## What is required
Copy out each line of the entries where the word "Primary" is present.

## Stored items
------------------------------------------------------------
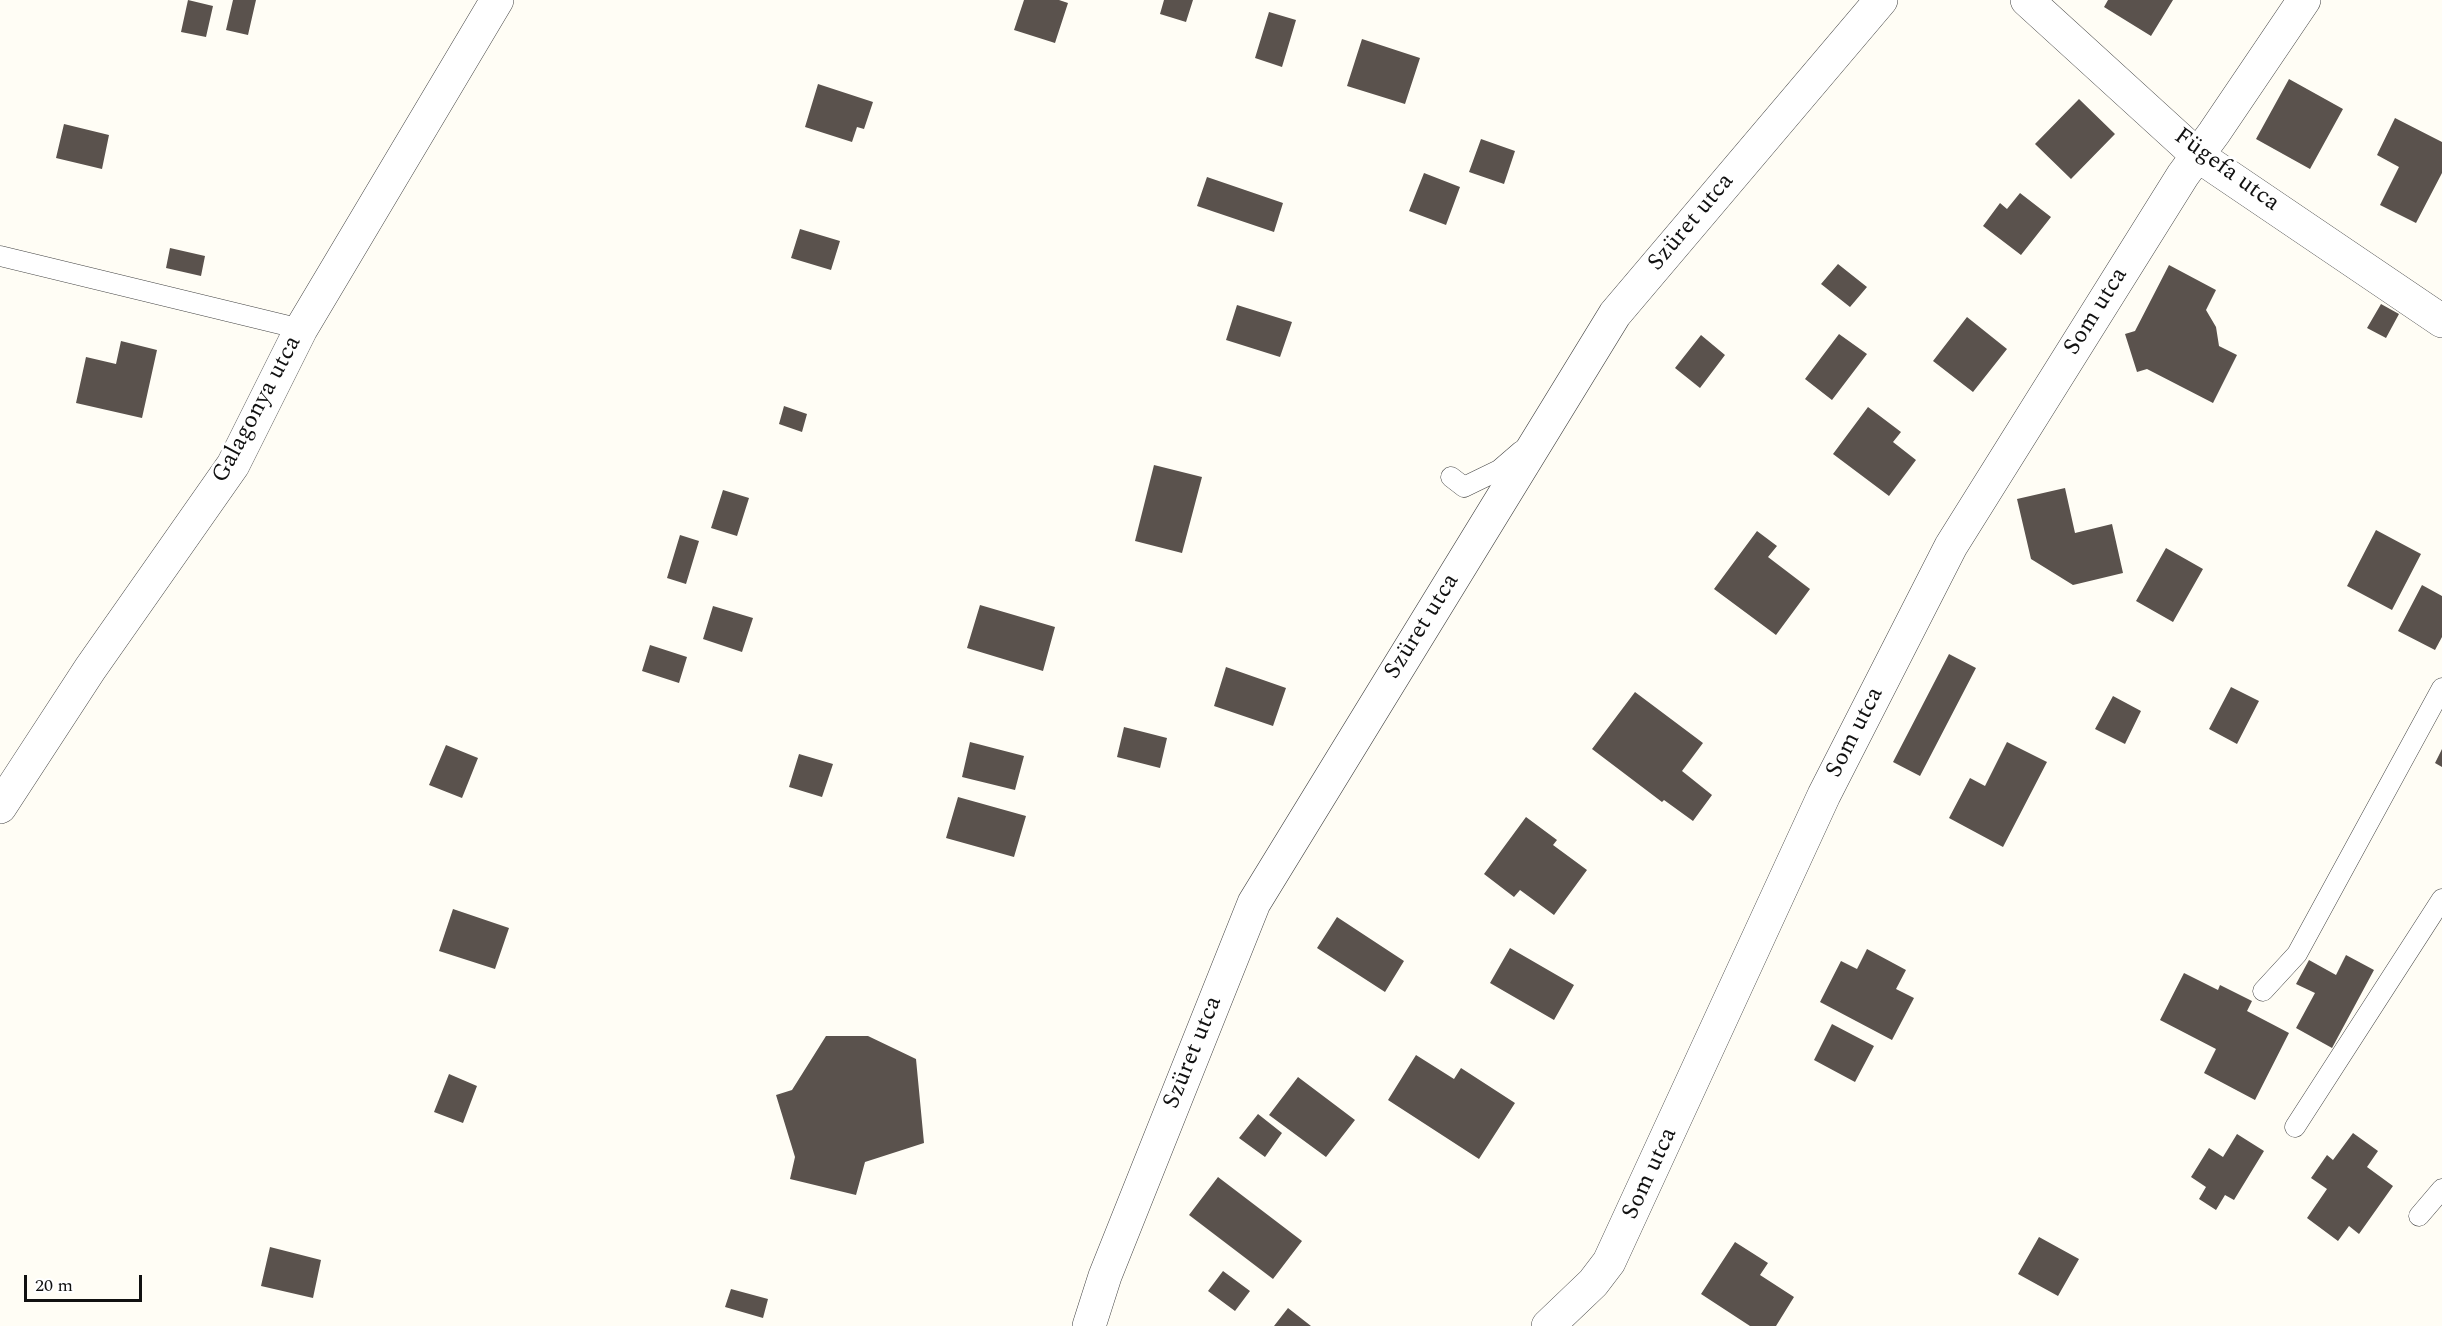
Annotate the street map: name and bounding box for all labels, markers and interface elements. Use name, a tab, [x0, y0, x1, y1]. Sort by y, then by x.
street label: Fügefa utca	[2168, 123, 2284, 219]
street label: Szüret utca	[1643, 168, 1741, 278]
street label: Som utca	[2059, 263, 2135, 361]
street label: Galagonya utca	[207, 331, 309, 489]
street label: Szüret utca	[1379, 569, 1467, 685]
street label: Som utca	[1821, 683, 1891, 783]
street label: Szüret utca	[1158, 993, 1230, 1113]
street label: Som utca	[1617, 1123, 1685, 1225]
scale bar	[27, 1263, 146, 1301]
text: 20 m	[35, 1272, 73, 1299]

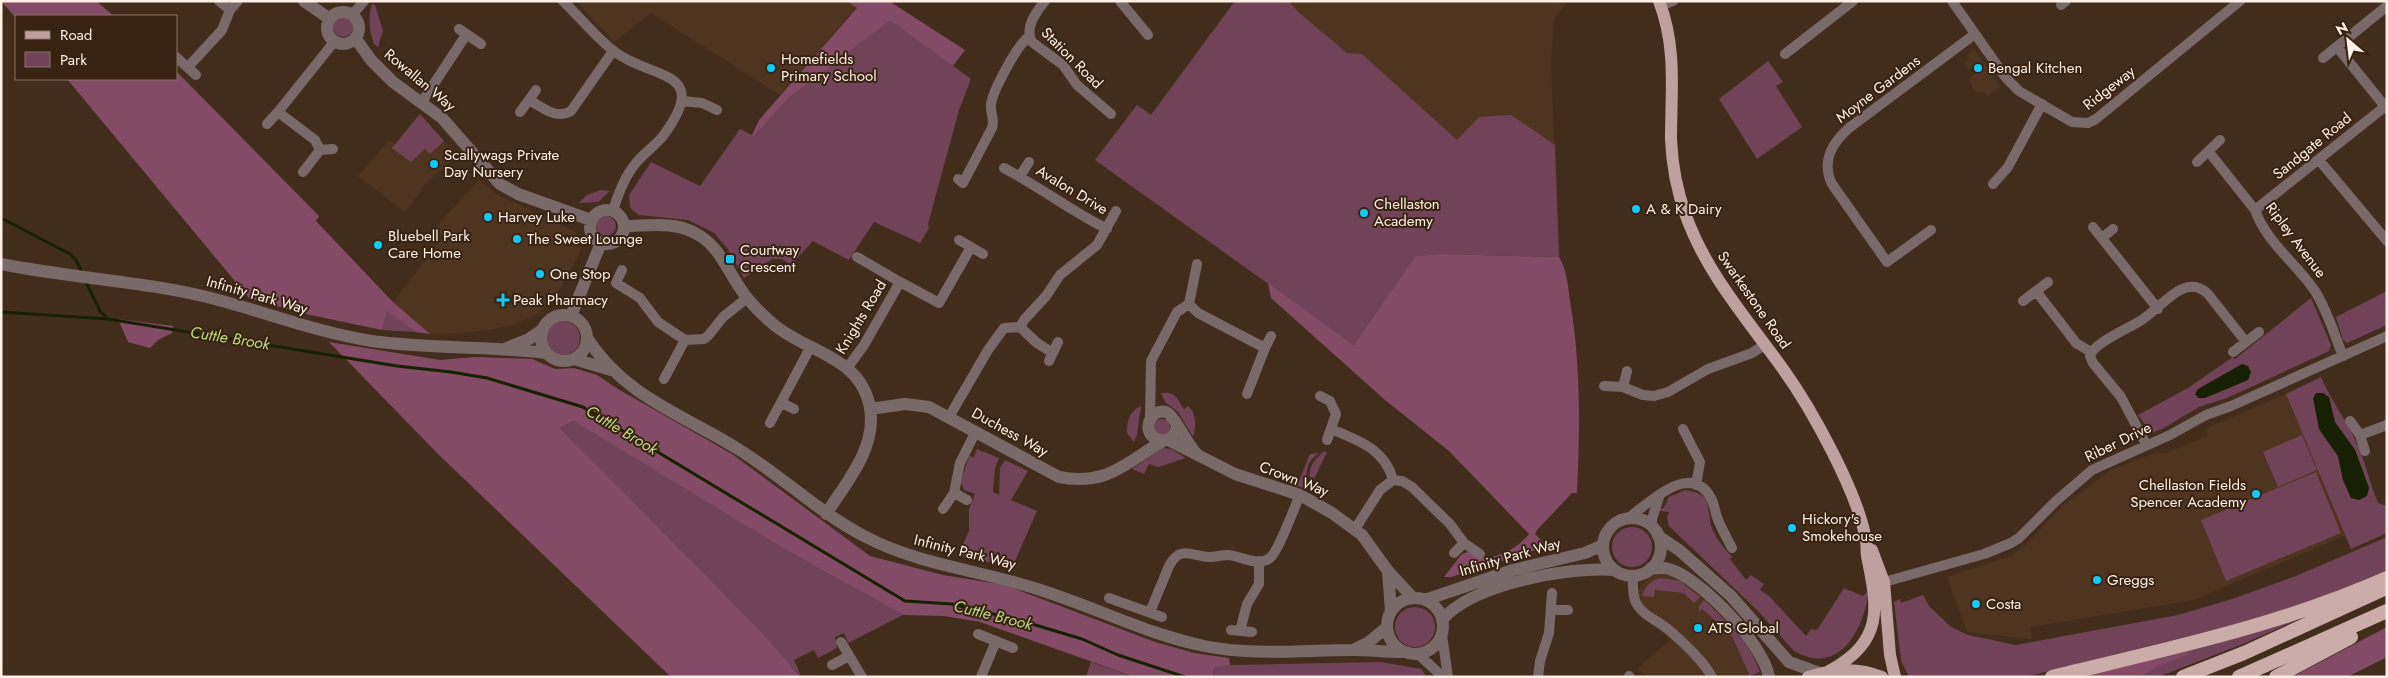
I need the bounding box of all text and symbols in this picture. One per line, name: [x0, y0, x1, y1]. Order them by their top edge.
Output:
legend: [15, 15, 178, 80]
north arrow: [2323, 15, 2373, 65]
text: N: [2332, 17, 2352, 40]
street label: Station Road: [1036, 22, 1108, 94]
text: Road: [60, 24, 92, 46]
street label: Rowallan Way: [379, 43, 461, 117]
place label: Homefields Primary School: [781, 48, 877, 87]
text: Park: [60, 49, 87, 71]
street label: Moyne Gardens: [1831, 50, 1925, 128]
place label: Bengal Kitchen: [1988, 57, 2082, 79]
street label: Ridgeway: [2078, 60, 2140, 115]
marker: Homefields Primary School: [765, 62, 777, 74]
marker: Bengal Kitchen: [1972, 62, 1984, 74]
street label: Sandgate Road: [2268, 107, 2356, 185]
place label: Scallywags Private Day Nursery: [444, 144, 559, 183]
marker: Scallywags Private Day Nursery: [428, 158, 440, 170]
street label: Avalon Drive: [1032, 160, 1112, 220]
place label: Chellaston Academy: [1374, 193, 1440, 232]
place label: A & K Dairy: [1646, 198, 1722, 220]
street label: Ripley Avenue: [2260, 198, 2332, 283]
marker: A & K Dairy: [1630, 203, 1642, 215]
place label: Harvey Luke: [498, 206, 575, 228]
marker: Chellaston Academy: [1358, 207, 1370, 219]
marker: Harvey Luke: [482, 211, 494, 223]
place label: Bluebell Park Care Home: [388, 225, 470, 264]
place label: The Sweet Lounge: [527, 228, 643, 250]
marker: The Sweet Lounge: [511, 233, 523, 245]
marker: Bluebell Park Care Home: [372, 239, 384, 251]
place label: Courtway Crescent: [740, 239, 799, 278]
street label: Swarkestone Road: [1712, 247, 1796, 353]
marker: Courtway Crescent: [724, 253, 736, 265]
place label: One Stop: [550, 263, 611, 285]
marker: One Stop: [534, 268, 546, 280]
street label: Infinity Park Way: [204, 270, 311, 320]
street label: Knights Road: [830, 276, 892, 358]
place label: Peak Pharmacy: [513, 289, 608, 311]
marker: Peak Pharmacy: [497, 294, 509, 306]
water label: Cuttle Brook: [189, 320, 273, 356]
water label: Cuttle Brook: [582, 399, 663, 461]
street label: Duchess Way: [968, 402, 1053, 462]
street label: Riber Drive: [2081, 416, 2155, 468]
street label: Crown Way: [1256, 456, 1332, 502]
place label: Chellaston Fields Spencer Academy: [2130, 474, 2246, 513]
marker: Chellaston Fields Spencer Academy: [2250, 488, 2262, 500]
place label: Hickory's Smokehouse: [1802, 508, 1882, 547]
marker: Hickory's Smokehouse: [1786, 522, 1798, 534]
street label: Infinity Park Way: [912, 529, 1019, 575]
street label: Infinity Park Way: [1457, 532, 1564, 582]
place label: Greggs: [2107, 569, 2154, 591]
marker: Greggs: [2091, 574, 2103, 586]
place label: Costa: [1986, 593, 2021, 615]
water label: Cuttle Brook: [951, 594, 1036, 636]
marker: Costa: [1970, 598, 1982, 610]
place label: ATS Global: [1708, 617, 1779, 639]
marker: ATS Global: [1692, 622, 1704, 634]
------------------------------------------------------------
## Answer section
place label: Homefields Primary School: [781, 48, 877, 87]
marker: Homefields Primary School: [765, 62, 777, 74]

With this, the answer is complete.